JPYSCは2026年6月24日、SBI VCトレードの口座内に限定した先行提供として始まりました。Ethereum上のERC-20トークンとして発行されていますが、利用者による売買や保有は同社の口座内で行われ、外部ウォレットへの出庫は先行提供の対象に含まれていません。各社は法令や税務実務上の取り扱いが整理された後、監督当局の確認を前提としてパブリックチェーン上の流通へ移行する方針です。
口座内での活用策として、SBI VCトレードは7月16日にJPYSCレンディングの申し込みを始め、同月23日から貸し出しを実行しました。当初募集は12週間満期、年率3%で、利用者がJPYSCを同社へ貸し出して利用料を受け取る消費貸借取引です。貸し出されたJPYSCは資金決済法に基づく分別管理の対象から外れ、契約期間中は売却や譲渡ができず、中途解約も原則として認められません。裏付け資産の国債運用とレンディングは、収益が生じる経路も利用者が負うリスクも異なります。
パブリック流通と実需創出が次の段階
SBIグループによると、信託型の第3号電子決済手段であるJPYSCは、資金移動業者が発行する第1号電子決済手段に関わる滞留・売買・出庫の100万円制限を受けません。各社はこの制度上の性質を生かし、大口の資金移動やオンチェーン外国為替、クロスボーダー送金、RWA・トークン化資産の決済、企業間精算などへの展開を想定しています。
短期国債の組み入れによって発行基盤の整備は進みますが、決済インフラとして成長するには流通環境と利用先の構築が欠かせません。パブリックチェーンへの移行に加え、外部ウォレットや取引所、RWA基盤、企業の決済システムと接続できるかが、JPYSCの実需を広げる鍵となります。

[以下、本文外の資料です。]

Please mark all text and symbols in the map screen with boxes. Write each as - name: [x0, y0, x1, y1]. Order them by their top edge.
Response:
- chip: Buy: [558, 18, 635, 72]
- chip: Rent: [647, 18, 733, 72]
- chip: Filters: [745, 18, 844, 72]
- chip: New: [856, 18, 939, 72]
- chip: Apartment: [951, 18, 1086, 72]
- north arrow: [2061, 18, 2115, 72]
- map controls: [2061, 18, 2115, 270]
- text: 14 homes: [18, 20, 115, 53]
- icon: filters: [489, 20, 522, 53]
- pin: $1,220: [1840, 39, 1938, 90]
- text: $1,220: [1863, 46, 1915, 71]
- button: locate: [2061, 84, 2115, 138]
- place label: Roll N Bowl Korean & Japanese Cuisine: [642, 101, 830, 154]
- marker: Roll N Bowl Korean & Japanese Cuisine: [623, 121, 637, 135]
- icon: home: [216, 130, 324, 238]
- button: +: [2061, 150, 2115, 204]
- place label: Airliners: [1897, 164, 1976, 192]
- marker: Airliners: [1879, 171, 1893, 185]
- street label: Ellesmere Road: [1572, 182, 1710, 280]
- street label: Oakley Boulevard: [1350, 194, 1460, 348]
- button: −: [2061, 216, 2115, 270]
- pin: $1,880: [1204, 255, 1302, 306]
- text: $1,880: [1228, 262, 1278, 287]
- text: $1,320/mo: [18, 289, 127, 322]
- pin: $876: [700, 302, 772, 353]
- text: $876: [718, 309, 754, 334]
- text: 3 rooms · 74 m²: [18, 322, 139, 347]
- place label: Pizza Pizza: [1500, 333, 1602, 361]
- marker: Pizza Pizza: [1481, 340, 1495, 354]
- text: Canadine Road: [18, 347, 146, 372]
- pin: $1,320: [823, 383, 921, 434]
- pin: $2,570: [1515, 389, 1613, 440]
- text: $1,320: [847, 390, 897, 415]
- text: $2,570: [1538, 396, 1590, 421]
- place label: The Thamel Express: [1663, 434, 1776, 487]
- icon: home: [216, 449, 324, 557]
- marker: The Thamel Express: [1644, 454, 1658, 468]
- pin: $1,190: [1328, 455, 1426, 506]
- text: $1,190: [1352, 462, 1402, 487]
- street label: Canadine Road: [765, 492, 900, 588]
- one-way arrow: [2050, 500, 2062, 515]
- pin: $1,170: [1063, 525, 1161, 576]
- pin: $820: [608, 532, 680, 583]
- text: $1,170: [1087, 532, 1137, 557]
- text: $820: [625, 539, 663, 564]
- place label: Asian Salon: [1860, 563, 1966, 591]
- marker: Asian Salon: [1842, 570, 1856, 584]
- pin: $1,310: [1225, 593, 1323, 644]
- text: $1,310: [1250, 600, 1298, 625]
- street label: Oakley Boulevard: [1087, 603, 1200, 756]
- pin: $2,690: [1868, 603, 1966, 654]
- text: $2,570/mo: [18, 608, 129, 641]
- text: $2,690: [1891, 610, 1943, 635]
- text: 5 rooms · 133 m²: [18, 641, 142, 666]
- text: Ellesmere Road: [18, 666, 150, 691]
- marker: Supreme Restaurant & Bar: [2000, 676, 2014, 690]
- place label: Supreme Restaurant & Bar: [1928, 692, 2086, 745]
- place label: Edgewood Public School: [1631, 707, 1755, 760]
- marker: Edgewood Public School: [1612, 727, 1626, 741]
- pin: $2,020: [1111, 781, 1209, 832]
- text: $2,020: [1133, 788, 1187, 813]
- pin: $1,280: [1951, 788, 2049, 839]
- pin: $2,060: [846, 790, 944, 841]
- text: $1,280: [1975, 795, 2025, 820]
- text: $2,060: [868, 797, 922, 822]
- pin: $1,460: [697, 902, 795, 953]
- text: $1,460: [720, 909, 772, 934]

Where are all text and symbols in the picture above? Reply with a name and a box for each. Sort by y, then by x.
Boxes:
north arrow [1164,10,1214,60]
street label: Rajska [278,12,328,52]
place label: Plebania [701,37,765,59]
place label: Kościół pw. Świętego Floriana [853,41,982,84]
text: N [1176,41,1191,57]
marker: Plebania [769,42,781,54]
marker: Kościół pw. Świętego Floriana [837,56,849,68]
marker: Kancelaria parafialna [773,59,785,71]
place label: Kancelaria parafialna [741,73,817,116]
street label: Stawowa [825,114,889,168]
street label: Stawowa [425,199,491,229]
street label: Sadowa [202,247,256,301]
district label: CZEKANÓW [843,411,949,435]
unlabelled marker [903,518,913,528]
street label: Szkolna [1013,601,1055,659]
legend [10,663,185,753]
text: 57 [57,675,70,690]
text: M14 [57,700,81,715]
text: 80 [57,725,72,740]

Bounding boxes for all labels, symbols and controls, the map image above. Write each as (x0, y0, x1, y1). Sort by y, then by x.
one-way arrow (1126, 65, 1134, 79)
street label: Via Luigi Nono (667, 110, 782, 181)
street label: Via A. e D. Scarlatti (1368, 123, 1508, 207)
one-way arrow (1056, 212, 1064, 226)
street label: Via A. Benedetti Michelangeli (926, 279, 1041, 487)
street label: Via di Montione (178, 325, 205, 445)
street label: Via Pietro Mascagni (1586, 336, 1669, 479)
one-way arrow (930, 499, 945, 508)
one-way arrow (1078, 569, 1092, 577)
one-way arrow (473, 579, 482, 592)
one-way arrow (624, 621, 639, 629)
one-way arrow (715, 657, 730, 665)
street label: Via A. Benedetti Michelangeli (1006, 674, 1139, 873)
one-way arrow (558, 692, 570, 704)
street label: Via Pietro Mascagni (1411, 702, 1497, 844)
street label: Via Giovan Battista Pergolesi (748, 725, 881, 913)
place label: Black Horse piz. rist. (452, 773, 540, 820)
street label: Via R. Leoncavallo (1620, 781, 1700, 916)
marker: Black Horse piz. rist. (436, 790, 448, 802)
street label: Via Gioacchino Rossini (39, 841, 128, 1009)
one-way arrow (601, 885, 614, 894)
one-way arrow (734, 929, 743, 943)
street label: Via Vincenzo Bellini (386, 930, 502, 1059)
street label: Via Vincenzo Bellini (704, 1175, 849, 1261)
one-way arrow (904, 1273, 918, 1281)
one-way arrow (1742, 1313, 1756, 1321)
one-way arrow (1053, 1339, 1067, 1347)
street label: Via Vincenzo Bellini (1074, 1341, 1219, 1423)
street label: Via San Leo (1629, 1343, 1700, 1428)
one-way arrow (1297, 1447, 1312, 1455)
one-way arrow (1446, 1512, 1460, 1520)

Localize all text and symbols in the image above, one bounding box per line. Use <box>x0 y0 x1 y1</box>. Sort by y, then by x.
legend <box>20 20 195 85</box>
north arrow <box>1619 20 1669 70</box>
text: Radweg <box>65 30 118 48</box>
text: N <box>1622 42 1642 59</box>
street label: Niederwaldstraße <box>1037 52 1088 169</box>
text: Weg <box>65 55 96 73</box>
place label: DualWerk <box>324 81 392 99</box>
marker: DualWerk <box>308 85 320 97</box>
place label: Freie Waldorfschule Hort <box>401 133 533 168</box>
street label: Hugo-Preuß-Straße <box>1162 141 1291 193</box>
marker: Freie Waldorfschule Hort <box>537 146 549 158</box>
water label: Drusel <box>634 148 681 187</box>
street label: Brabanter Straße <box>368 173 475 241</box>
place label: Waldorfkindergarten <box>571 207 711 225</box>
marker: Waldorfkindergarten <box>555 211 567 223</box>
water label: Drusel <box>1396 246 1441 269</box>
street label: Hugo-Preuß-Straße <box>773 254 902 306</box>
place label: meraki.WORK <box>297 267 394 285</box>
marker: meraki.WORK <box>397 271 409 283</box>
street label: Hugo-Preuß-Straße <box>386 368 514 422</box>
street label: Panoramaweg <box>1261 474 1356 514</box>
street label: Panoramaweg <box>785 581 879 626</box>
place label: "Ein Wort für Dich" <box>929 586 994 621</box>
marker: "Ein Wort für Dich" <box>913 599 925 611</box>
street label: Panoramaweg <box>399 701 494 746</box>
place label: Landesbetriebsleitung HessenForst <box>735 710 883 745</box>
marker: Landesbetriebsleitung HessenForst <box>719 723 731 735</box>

今後は発行残高の伸びに加え、預金と短期国債の構成、償還に備えた流動性、企業間決済やトークン化資産取引での利用実績が注目されます。制度上の運用可能額に比べて国債への配分は限定的であり、SBI新生信託銀行が市場環境や償還需要に応じて資産構成をどう調整するかも、JPYSCの安定性と成長を見極める焦点となりそうです。